## Data section

####################

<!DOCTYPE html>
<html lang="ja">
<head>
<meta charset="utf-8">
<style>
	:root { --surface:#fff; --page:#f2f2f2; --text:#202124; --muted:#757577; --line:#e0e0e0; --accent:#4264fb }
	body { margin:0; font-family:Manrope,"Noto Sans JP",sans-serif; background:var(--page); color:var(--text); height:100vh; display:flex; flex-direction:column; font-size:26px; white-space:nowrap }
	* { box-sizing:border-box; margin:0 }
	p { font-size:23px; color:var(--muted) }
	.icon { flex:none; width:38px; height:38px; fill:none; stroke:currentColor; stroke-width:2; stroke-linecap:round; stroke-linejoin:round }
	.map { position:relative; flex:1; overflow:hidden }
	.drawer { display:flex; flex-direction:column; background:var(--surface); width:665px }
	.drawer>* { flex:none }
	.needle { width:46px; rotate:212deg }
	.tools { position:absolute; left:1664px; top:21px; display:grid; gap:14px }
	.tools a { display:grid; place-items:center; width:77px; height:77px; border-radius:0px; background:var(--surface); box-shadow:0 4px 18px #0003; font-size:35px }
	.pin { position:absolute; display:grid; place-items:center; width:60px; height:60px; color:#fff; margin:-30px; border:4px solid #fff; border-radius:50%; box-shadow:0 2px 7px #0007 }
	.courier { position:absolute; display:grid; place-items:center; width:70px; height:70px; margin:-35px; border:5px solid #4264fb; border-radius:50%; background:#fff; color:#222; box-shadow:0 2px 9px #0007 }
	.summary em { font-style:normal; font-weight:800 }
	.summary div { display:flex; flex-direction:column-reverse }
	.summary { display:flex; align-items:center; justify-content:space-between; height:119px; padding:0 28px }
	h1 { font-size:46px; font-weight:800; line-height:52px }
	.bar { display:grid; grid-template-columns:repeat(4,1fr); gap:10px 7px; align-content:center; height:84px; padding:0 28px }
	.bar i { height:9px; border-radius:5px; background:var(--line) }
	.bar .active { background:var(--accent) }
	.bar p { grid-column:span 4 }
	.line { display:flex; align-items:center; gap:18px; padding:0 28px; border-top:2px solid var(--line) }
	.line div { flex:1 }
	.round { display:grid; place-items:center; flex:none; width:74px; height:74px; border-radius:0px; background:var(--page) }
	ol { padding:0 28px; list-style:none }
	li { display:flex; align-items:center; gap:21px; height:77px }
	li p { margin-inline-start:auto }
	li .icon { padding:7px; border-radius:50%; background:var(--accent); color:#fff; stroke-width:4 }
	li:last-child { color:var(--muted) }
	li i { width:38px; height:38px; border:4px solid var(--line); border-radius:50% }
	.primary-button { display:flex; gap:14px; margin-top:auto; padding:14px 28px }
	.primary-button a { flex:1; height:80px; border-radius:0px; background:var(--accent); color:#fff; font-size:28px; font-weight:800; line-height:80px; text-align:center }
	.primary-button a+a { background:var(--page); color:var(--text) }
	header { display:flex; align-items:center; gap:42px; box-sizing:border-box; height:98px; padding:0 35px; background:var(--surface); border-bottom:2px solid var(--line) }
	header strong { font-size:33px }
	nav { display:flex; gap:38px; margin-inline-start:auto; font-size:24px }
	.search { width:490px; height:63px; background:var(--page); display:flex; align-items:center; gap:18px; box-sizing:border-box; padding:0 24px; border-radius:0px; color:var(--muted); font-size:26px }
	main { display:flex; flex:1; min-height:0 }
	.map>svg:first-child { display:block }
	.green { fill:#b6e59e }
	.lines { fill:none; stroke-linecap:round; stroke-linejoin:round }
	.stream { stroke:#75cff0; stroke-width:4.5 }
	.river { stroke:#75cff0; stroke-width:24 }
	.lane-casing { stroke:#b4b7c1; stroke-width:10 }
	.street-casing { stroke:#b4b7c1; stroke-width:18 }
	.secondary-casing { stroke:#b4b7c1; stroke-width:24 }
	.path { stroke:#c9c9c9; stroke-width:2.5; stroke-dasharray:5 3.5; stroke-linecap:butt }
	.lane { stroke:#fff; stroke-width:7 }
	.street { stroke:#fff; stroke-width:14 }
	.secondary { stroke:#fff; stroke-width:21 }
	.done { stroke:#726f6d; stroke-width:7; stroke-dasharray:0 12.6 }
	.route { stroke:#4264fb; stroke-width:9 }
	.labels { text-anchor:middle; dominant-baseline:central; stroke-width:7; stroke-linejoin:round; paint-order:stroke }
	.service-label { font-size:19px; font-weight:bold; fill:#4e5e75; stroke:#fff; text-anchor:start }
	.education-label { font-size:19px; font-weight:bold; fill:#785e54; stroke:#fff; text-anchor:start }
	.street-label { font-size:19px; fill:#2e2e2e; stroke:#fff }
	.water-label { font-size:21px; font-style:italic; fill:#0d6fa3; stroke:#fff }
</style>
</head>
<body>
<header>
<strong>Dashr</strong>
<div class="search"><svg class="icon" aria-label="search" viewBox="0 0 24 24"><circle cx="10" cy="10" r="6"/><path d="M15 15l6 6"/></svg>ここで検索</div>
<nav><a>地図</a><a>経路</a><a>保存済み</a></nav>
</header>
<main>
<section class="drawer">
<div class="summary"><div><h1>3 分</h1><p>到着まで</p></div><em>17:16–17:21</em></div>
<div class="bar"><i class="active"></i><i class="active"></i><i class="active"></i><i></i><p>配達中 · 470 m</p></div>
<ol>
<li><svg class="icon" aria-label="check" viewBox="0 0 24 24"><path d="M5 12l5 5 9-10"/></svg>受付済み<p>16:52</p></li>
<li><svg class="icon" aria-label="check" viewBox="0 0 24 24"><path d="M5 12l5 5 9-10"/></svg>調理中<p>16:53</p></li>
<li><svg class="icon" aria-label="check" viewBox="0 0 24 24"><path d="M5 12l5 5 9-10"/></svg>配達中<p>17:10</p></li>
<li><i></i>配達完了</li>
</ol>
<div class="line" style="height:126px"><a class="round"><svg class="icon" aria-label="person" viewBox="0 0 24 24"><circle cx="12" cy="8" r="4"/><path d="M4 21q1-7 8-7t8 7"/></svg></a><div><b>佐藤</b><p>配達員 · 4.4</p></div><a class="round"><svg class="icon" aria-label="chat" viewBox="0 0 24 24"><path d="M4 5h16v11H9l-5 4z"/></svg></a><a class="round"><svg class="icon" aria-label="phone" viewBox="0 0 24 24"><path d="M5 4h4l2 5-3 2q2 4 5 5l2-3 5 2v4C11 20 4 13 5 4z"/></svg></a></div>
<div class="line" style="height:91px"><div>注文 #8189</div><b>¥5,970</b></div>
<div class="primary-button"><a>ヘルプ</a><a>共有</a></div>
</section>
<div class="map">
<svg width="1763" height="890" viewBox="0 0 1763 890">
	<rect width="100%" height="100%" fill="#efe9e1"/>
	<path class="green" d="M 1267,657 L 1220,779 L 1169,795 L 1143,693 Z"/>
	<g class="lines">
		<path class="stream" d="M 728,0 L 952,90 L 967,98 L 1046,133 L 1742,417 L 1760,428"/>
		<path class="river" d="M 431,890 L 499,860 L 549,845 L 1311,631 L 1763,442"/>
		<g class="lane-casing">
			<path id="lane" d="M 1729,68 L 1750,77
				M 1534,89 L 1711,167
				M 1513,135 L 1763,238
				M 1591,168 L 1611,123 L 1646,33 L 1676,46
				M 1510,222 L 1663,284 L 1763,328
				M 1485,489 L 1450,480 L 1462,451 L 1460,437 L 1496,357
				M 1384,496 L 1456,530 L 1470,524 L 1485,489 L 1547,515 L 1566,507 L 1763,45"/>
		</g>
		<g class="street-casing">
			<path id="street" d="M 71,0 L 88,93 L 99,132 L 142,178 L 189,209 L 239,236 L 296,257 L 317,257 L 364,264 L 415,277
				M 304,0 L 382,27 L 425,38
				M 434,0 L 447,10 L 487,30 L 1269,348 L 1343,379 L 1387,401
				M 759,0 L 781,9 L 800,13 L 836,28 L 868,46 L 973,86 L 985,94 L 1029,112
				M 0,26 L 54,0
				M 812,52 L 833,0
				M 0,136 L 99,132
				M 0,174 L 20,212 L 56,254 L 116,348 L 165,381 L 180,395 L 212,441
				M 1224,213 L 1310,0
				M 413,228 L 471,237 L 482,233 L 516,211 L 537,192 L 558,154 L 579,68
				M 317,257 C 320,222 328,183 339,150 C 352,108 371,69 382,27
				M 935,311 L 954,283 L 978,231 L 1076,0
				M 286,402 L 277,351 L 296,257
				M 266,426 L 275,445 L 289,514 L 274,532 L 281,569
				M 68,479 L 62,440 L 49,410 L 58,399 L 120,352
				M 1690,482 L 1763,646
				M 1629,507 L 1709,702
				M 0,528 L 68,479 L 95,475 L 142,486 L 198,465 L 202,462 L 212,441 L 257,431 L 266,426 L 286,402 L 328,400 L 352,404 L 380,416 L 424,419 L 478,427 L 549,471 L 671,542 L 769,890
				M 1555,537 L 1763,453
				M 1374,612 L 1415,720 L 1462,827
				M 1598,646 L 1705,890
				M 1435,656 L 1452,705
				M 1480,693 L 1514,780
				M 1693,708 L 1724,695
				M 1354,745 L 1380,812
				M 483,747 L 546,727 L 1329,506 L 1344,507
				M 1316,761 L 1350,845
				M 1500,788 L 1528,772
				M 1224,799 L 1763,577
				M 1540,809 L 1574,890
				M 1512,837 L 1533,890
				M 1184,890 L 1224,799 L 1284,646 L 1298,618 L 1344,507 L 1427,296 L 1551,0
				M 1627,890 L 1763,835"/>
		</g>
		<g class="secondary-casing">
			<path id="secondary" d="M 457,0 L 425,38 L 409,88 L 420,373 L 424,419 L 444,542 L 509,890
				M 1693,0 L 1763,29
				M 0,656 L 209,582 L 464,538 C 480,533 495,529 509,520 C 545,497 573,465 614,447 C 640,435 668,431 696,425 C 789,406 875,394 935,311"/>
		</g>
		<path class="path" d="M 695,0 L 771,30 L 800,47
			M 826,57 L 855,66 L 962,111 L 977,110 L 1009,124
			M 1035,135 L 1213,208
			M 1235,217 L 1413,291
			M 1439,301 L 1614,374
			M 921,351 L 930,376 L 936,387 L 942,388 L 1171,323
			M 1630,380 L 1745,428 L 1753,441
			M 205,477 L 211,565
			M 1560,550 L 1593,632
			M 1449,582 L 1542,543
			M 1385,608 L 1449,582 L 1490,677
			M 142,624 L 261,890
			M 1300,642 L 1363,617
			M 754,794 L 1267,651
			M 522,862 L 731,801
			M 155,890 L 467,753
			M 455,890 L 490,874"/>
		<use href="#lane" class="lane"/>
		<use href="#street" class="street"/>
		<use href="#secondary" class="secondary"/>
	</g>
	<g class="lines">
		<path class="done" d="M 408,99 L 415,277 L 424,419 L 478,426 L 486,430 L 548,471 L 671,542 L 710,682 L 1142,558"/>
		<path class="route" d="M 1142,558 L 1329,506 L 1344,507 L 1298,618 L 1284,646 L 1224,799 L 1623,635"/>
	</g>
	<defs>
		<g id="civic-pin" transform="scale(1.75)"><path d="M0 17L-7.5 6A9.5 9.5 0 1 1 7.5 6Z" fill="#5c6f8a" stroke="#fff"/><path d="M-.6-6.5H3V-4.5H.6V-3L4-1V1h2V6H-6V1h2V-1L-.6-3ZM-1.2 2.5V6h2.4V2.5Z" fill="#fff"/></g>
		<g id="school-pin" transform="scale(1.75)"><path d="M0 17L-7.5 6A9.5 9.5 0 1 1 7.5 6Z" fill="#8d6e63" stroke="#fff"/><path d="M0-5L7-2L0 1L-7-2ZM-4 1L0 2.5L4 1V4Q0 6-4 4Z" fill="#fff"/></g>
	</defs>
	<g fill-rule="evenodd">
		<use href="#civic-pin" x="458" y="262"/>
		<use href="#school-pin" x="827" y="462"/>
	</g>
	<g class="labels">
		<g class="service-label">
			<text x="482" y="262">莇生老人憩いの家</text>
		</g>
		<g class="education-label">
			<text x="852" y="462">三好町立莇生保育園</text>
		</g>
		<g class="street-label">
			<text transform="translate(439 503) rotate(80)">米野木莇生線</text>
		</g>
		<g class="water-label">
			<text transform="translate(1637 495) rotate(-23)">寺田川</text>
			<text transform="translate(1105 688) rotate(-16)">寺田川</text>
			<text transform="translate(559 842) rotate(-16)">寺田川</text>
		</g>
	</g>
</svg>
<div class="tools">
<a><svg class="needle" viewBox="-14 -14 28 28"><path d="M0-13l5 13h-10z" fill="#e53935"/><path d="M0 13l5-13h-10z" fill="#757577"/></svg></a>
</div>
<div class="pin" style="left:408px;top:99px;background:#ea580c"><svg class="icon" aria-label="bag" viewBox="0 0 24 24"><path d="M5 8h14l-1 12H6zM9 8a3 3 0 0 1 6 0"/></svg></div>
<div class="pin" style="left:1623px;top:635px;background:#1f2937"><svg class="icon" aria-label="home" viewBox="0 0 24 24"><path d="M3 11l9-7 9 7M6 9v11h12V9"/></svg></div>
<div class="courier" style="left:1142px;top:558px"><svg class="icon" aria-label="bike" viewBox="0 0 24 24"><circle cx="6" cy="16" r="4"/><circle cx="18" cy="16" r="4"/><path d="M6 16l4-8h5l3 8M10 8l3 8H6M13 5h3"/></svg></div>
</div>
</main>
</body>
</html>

####################

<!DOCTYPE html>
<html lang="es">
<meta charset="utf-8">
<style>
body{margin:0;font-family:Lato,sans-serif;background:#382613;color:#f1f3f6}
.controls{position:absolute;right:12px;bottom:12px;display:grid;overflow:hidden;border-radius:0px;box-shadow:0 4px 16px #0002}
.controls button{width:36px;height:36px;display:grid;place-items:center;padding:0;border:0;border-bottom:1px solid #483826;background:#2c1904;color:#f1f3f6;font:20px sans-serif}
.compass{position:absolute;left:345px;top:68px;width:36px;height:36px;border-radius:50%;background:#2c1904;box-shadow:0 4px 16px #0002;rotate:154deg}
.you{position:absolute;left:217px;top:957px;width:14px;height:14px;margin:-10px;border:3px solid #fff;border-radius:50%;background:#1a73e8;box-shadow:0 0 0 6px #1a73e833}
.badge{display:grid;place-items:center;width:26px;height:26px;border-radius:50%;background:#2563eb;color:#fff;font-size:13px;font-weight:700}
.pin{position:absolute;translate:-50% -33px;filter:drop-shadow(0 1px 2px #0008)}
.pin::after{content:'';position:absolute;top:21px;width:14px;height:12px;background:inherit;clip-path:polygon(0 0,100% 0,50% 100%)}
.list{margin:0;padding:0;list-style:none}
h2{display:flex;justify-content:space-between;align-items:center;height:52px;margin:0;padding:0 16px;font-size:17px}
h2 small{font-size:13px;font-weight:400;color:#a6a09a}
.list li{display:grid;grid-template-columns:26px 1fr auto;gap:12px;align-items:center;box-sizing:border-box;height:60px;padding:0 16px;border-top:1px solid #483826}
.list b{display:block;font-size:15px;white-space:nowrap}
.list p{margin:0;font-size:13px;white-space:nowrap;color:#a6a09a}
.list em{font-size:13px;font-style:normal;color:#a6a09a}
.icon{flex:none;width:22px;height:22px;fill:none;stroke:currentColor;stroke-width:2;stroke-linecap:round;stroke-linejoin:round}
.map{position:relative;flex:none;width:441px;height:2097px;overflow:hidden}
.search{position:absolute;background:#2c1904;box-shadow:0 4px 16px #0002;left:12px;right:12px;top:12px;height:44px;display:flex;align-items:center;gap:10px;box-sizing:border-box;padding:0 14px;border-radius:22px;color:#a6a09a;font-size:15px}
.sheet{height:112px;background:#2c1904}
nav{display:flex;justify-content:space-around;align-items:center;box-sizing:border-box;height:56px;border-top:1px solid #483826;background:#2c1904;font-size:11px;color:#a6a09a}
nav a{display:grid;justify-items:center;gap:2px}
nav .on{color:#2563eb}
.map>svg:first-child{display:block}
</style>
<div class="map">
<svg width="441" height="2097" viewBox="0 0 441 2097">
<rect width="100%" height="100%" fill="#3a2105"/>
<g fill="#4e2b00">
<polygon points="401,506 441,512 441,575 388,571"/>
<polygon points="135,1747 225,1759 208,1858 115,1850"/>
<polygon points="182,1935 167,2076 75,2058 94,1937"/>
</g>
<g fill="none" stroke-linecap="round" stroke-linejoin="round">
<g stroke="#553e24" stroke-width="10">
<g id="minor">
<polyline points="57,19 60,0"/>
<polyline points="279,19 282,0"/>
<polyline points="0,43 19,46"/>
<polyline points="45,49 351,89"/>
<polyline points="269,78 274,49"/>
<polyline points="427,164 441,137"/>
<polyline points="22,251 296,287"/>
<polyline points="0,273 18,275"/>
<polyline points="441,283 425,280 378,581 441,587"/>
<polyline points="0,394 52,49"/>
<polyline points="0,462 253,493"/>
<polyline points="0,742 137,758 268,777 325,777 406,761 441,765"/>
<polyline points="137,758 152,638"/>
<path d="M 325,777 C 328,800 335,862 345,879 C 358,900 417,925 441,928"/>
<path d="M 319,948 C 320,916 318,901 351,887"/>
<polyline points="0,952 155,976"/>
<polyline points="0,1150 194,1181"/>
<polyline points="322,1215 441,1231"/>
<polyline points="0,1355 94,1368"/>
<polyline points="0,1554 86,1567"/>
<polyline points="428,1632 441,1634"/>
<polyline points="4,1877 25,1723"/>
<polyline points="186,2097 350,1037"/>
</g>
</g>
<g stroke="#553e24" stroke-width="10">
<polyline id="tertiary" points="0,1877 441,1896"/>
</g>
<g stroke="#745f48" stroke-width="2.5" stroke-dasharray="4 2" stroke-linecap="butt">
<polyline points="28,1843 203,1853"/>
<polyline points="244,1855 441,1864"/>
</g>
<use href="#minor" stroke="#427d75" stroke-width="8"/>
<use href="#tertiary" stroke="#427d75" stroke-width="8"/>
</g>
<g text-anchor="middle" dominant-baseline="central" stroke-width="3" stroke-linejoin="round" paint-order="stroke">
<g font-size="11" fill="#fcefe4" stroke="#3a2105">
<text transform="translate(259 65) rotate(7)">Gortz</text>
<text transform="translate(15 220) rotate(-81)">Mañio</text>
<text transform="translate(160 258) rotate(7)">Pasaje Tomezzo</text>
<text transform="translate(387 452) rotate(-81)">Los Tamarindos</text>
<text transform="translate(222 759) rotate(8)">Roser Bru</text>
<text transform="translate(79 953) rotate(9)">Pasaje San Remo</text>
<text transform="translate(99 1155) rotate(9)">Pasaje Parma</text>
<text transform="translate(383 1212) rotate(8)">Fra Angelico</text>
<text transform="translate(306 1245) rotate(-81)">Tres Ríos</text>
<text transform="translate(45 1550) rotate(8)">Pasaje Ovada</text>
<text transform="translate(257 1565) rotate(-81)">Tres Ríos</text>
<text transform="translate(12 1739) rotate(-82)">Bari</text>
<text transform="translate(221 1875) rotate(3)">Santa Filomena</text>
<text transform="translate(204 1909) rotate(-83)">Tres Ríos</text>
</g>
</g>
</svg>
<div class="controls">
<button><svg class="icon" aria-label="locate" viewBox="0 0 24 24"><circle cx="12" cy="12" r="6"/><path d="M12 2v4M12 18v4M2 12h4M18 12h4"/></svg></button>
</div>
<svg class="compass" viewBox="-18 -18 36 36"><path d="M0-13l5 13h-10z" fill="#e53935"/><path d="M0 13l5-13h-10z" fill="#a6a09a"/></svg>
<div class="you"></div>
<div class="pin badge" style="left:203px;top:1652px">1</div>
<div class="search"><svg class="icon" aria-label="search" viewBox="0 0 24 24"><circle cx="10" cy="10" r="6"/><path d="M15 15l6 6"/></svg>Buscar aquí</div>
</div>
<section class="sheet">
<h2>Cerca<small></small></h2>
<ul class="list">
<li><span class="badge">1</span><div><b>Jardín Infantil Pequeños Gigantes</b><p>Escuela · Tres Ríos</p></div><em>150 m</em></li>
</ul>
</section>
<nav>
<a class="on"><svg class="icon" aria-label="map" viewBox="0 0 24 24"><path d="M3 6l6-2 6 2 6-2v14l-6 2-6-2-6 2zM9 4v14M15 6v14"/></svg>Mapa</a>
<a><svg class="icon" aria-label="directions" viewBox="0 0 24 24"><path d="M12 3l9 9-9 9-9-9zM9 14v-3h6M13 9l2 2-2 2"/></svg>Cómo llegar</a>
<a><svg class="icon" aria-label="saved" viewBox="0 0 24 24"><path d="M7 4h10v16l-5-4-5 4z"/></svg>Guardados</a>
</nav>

####################

Pull each line holding "secondary" out of the listing.

	.secondary-casing { stroke:#b4b7c1; stroke-width:24 }
	.secondary { stroke:#fff; stroke-width:21 }
		<g class="secondary-casing">
			<path id="secondary" d="M 457,0 L 425,38 L 409,88 L 420,373 L 424,419 L 444,542 L 509,890
		<use href="#secondary" class="secondary"/>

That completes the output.